Boulder, Civil Liberties, Constitutional Law, Exclusives, Featured, Legal, Original Report, Politics, Right To Arms, Scott Weiser, Uncategorized

Boulder’s gun ban ordinance struck down; state preemption, constitutional rights prevail

BOULDER–A Boulder District Court judge has struck down the City of Boulder’s anti-gun ordinance that made the possession, sale or transfer of semi-automatic, magazine-fed sporting rifles, pistols and ammunition magazines that can hold more than 10 rounds illegal.

In a March 12 ruling Judge Andrew Hartman held that Boulder’s “Assault Weapons Possession, Sale, and Transfer Ban” ordinance is illegal under Colorado’s statutory ban on local laws, ordinances or regulations that “prohibits the sale, purchase, or possession of a firearm that a person may lawfully sell, purchase, or possess under state or federal law.”

Boulder residents Robert Chambers and James Jones sued the city on June 14, 2018, just days after the Boulder City Council enacted the gun ban.

Judge Hartman granted a request for summary judgment and issued a permanent injunction against Boulder’s enforcement of the ordinance.

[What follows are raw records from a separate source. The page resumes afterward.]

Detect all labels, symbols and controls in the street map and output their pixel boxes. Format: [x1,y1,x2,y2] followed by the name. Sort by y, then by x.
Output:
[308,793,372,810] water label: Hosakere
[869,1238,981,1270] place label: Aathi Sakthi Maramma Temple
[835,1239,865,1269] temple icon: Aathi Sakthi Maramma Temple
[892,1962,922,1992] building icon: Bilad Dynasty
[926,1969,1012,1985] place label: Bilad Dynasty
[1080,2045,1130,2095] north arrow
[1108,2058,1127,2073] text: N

“The Court has determined that only Colorado state (or federal) law can prohibit the possession, sale, and transfer of assault weapons and large capacity magazines,” says Hartman. “…the State of Colorado has passed laws that are effectively a scheme preempting local governments from enacting municipal firearms and magazine possession ordinances.”

The Boulder gun ban

In the ordinance the city defined “assault weapon” as “All semi-automatic center-fire rifles that have the capacity to accept a detachable magazine and that have any of the following characteristics,” including a “pistol grip or thumbhole stock; a folding or telescoping stock; or any protruding grip or other device to allow the weapon to be stabilized with the non-trigger hand.”

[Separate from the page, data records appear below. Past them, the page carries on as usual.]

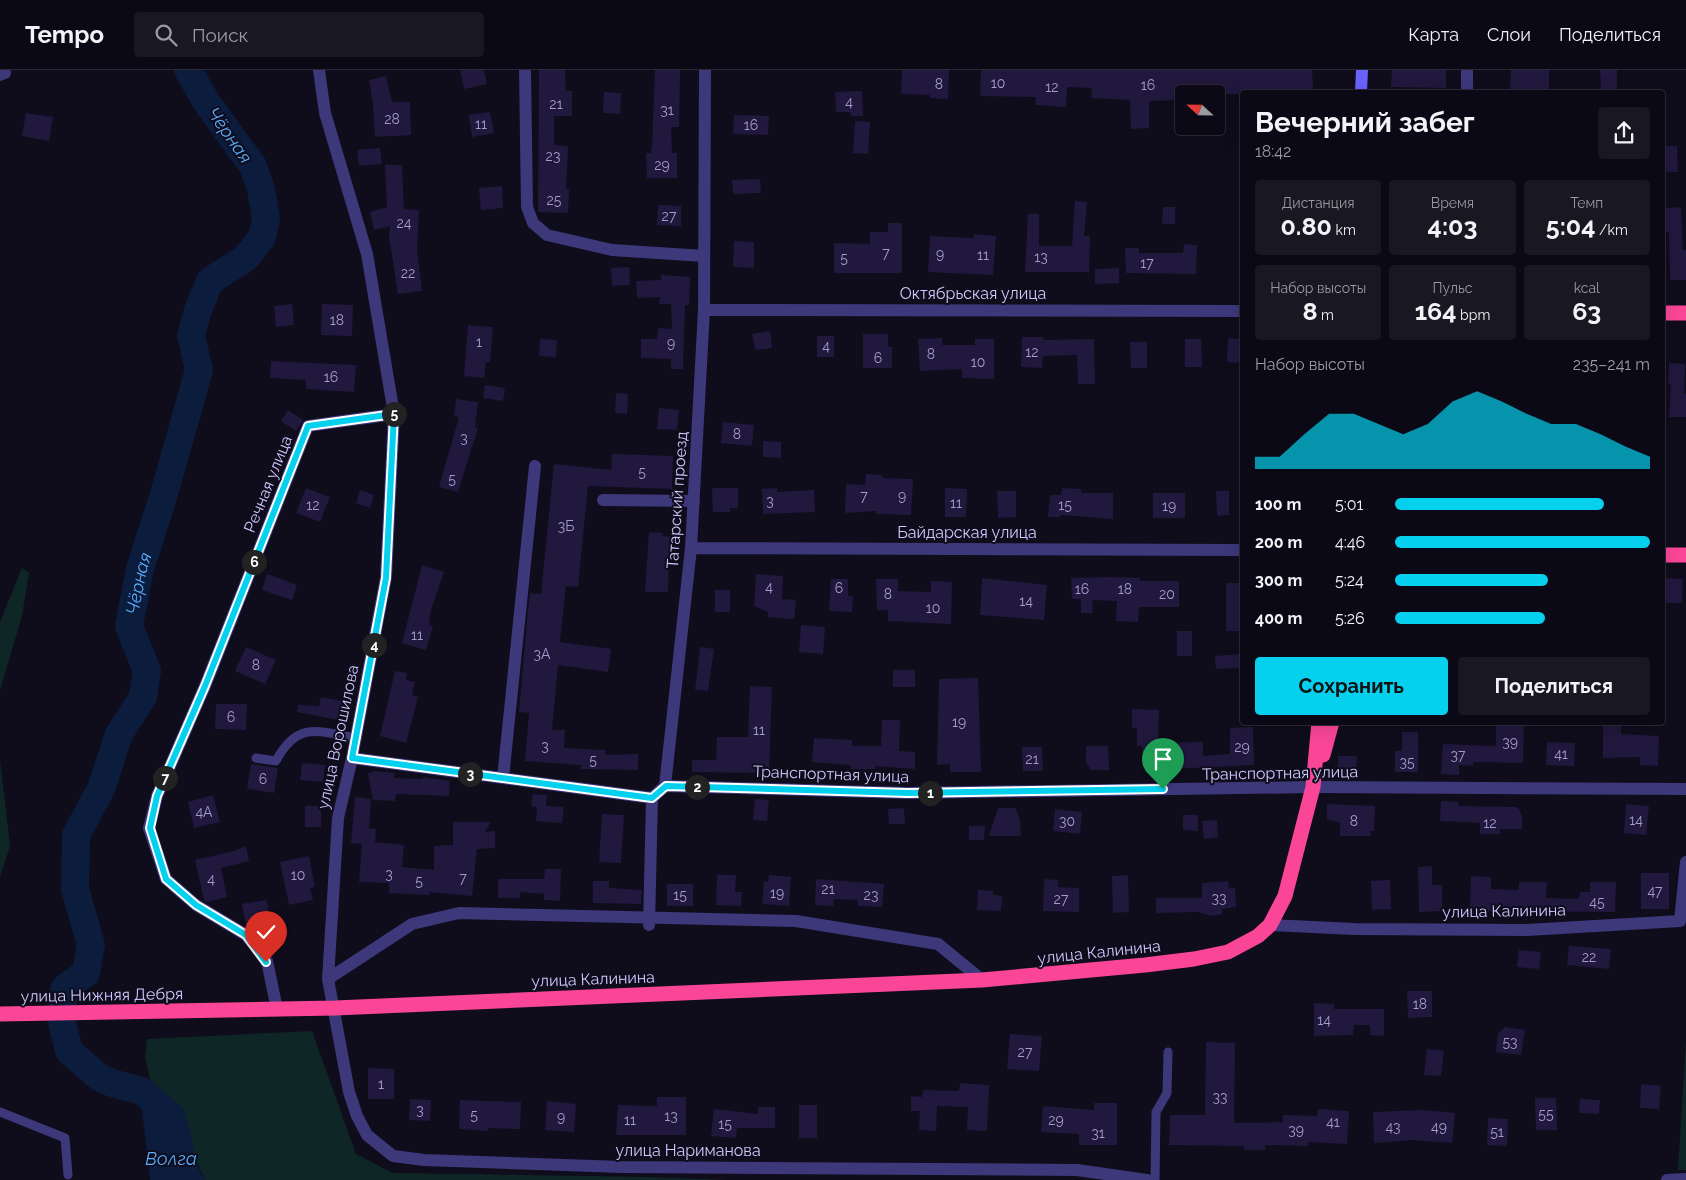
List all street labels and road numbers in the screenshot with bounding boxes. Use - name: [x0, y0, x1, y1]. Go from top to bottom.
- street label: Октябрьская улица: [900, 284, 1046, 303]
- street label: Татарский проезд: [663, 431, 691, 569]
- street label: Речная улица: [240, 433, 296, 535]
- street label: Байдарская улица: [897, 523, 1037, 542]
- street label: улица Ворошилова: [313, 663, 363, 811]
- street label: Транспортная улица: [753, 762, 909, 786]
- street label: Транспортная улица: [1202, 762, 1358, 784]
- street label: улица Калинина: [1442, 900, 1566, 922]
- street label: улица Калинина: [1036, 936, 1162, 968]
- street label: улица Калинина: [531, 967, 655, 991]
- street label: улица Нижняя Дебря: [21, 984, 183, 1006]
- street label: улица Нариманова: [615, 1141, 761, 1160]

Also included were semi-automatic shotguns and handguns that use a detachable magazine and had one or more similar cosmetic features and all “ammunition feeding device with the capacity to accept more than 10 rounds,” “bump stocks” or other “trigger-activating device” that “increases the rate of fire of that firearm.”

Standing to sue

Hartman held that the plaintiffs had standing to sue the city because “Plaintiffs are presently being injured by sale and transfer ban.” Boulder claimed that the plaintiffs had not “demonstrated that they plan to imminently sell, transfer, or acquire assault weapons or LCMs,” but the court rejected this argument, citing more than a half-dozen Colorado cases holding that a person doesn’t have to wait to be arrested before having sufficient standing to challenge a statute or ordinance when it affects a legally protected interest.

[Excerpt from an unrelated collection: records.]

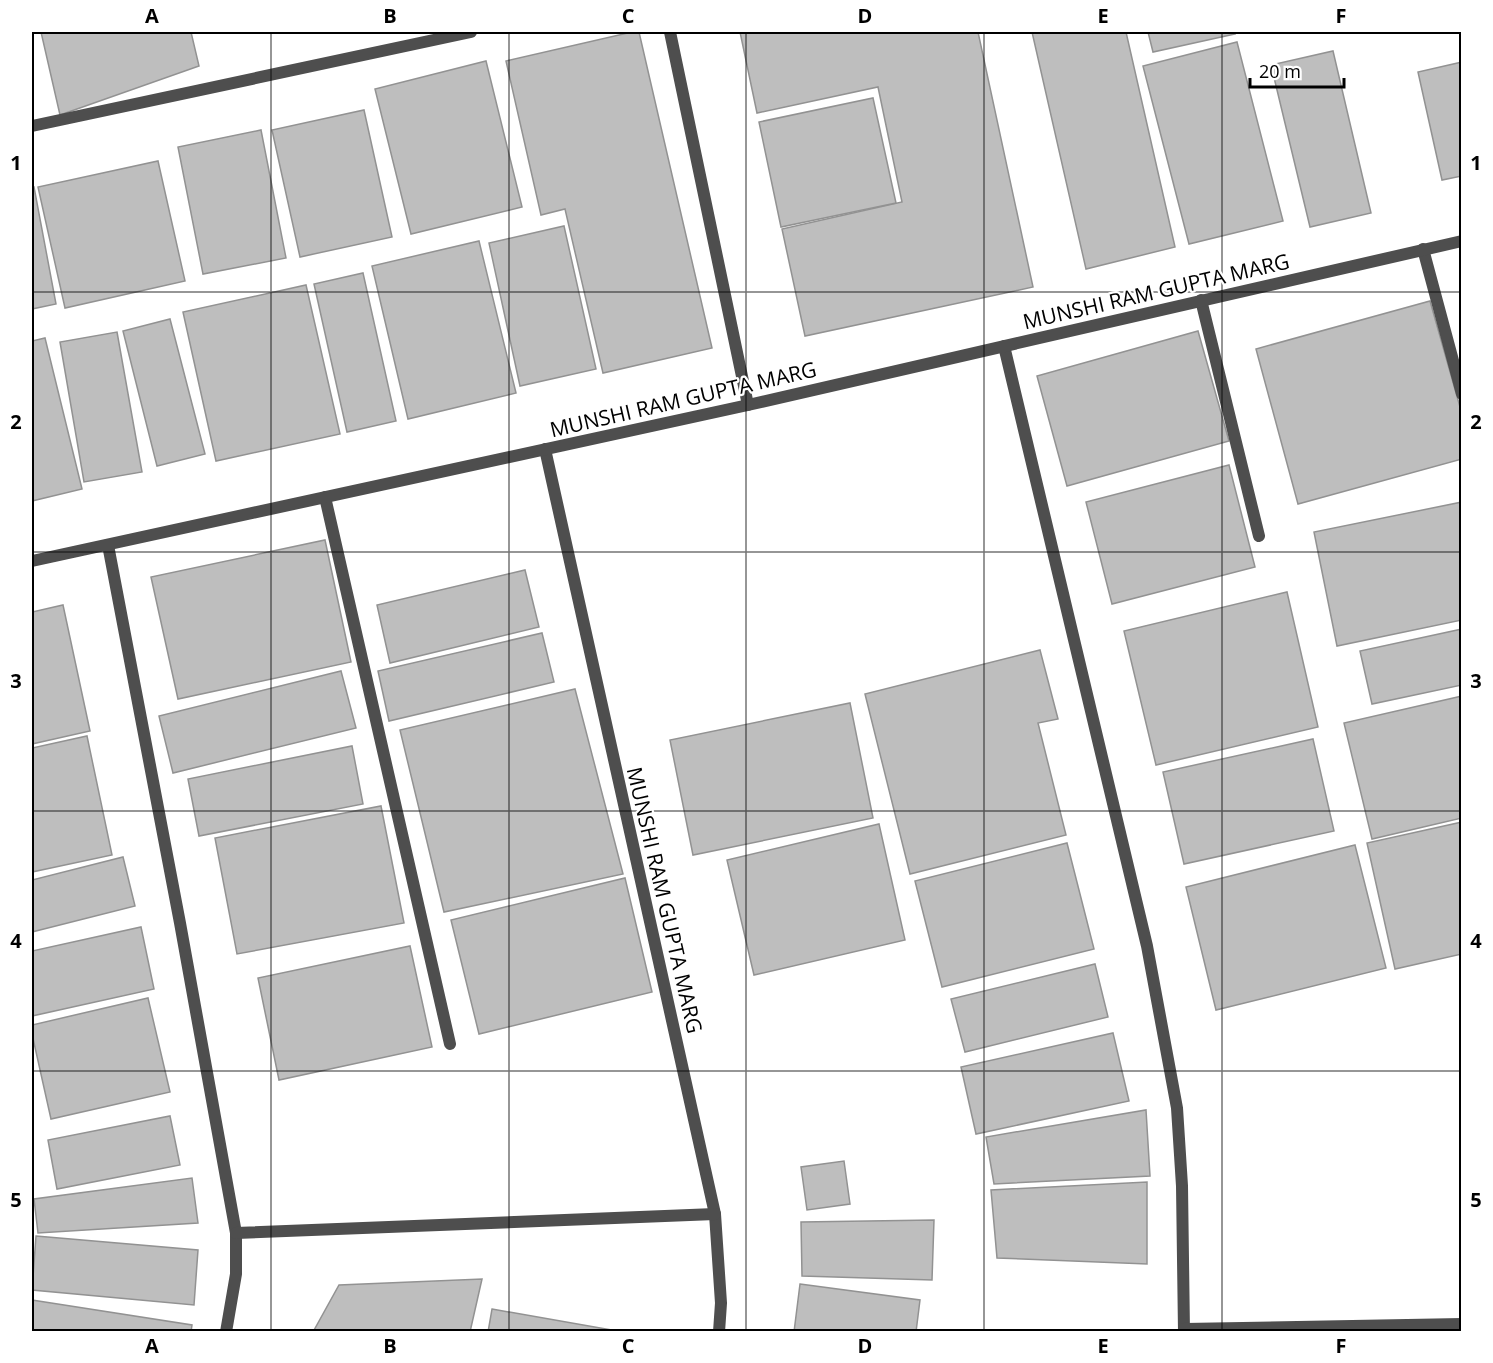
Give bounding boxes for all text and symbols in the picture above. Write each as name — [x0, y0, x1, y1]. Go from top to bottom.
text: A — [145, 2, 159, 29]
text: B — [383, 2, 397, 29]
text: C — [622, 2, 635, 29]
text: D — [858, 2, 872, 29]
text: E — [1097, 2, 1109, 29]
text: F — [1336, 2, 1346, 29]
scale bar — [1250, 51, 1344, 89]
text: 20 m — [1259, 59, 1301, 83]
text: 1 — [10, 149, 22, 176]
text: 1 — [1470, 149, 1482, 176]
street label: MUNSHI RAM GUPTA MARG — [1020, 247, 1292, 335]
street label: MUNSHI RAM GUPTA MARG — [547, 355, 819, 443]
text: 2 — [10, 408, 22, 435]
text: 2 — [1470, 408, 1482, 435]
text: 3 — [10, 667, 22, 694]
text: 3 — [1470, 667, 1482, 694]
street label: MUNSHI RAM GUPTA MARG — [621, 764, 709, 1036]
text: 4 — [10, 927, 22, 954]
text: 4 — [1470, 927, 1482, 954]
text: 5 — [10, 1186, 22, 1213]
text: 5 — [1470, 1186, 1482, 1213]
text: A — [145, 1332, 159, 1359]
text: B — [383, 1332, 397, 1359]
text: C — [622, 1332, 635, 1359]
text: D — [858, 1332, 872, 1359]
text: E — [1097, 1332, 1109, 1359]
text: F — [1336, 1332, 1346, 1359]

Hartman links the “legally cognizable interest, namely, their right to possess firearms in defense of home, person, and property” to the 2nd Amendment to the U.S. Constitution and Article 2, Section 13 of the Colorado Constitution, which says, “The right of no person to keep and bear arms in defense of his home, person and property, or in aid of the civil power when thereto legally summoned, shall be called in question.”

State preemption

Hartman dismissed the claim that as a home rule city, Boulder could regulate firearms more strictly than the state does because such weapons “pose a special danger to a demographically unique Boulder.”

Boulder argued that a 2006 Colorado Supreme Court case upholding a Denver District Court ruling that Denver’s home-rule power to ban firearms was a reasonable exercise of the city’s police power gave Boulder the right to do so also.

But Hartman said that the Denver case was “non binding” and has been overruled by two state supreme court cases involving local control of oil and gas operations that clarified the relationship between local governments and the state regarding state preemption laws.

The crux of the issue is whether the matter is one of statewide, local or mixed state and local concern.

Hartman ruled that because the state comprehensively regulates firearms, including by enacting the preemption statute, the matter is one of mixed state and local concern, therefore the state preemption law prevails.

Whether the City of Boulder decides to appeal the ruling to the Colorado Supreme Court has not yet been determined, but for now the ordinance is void.

Constitutional rights

Although this particular case revolves around home rule city powers and state preemption authority, there are deeper constitutional issues involved that are pending in a separate federal lawsuit against the Boulder gun ban.

Since 1994, the state supreme court has used a “reasonableness” standard of review when it comes to the rights of citizens to keep and bear arms enunciated in the state Constitution, which is why Denver is still allowed to ban open carry and ban certain firearms, including so-called “assault weapons” under its home rule authority.

However, the legal situation nationally has changed dramatically in favor of the right to keep and bear arms being a fundamental right, like the right to free speech, which means the “strict scrutiny” test for constitutionality could apply in some cases.

The U.S. Supreme Court 2008 ruling in District of Columbia v. Heller, overturning D.C.’s complete ban on handguns held that the 2nd Amendment not only protects an individual right to keep and bear arms unrelated to militia service, but also to keep and bear those arms “in common use at the time for lawful purposes.”

In applying the 2nd Amendment to the states through the 14th Amendment for the first time, the U.S. Supreme Court tipped the balance in favor of gun owners when it comes to state and local gun regulations.

Recognizing the new balance, Jon Caldara, president of the Independence Institute, along the Boulder Rifle Club, General Commerce, LLC, Tyler Faye and Mark Ringer sued Boulder over the ban in federal court in 2018 as well, making 39 claims related to state and federal law and invoking the 2nd, 4th, 5th and 14th Amendments, among other claims.

That case has been on hold under federal rules of procedure until the state law issues over home rule versus state preemption were settled.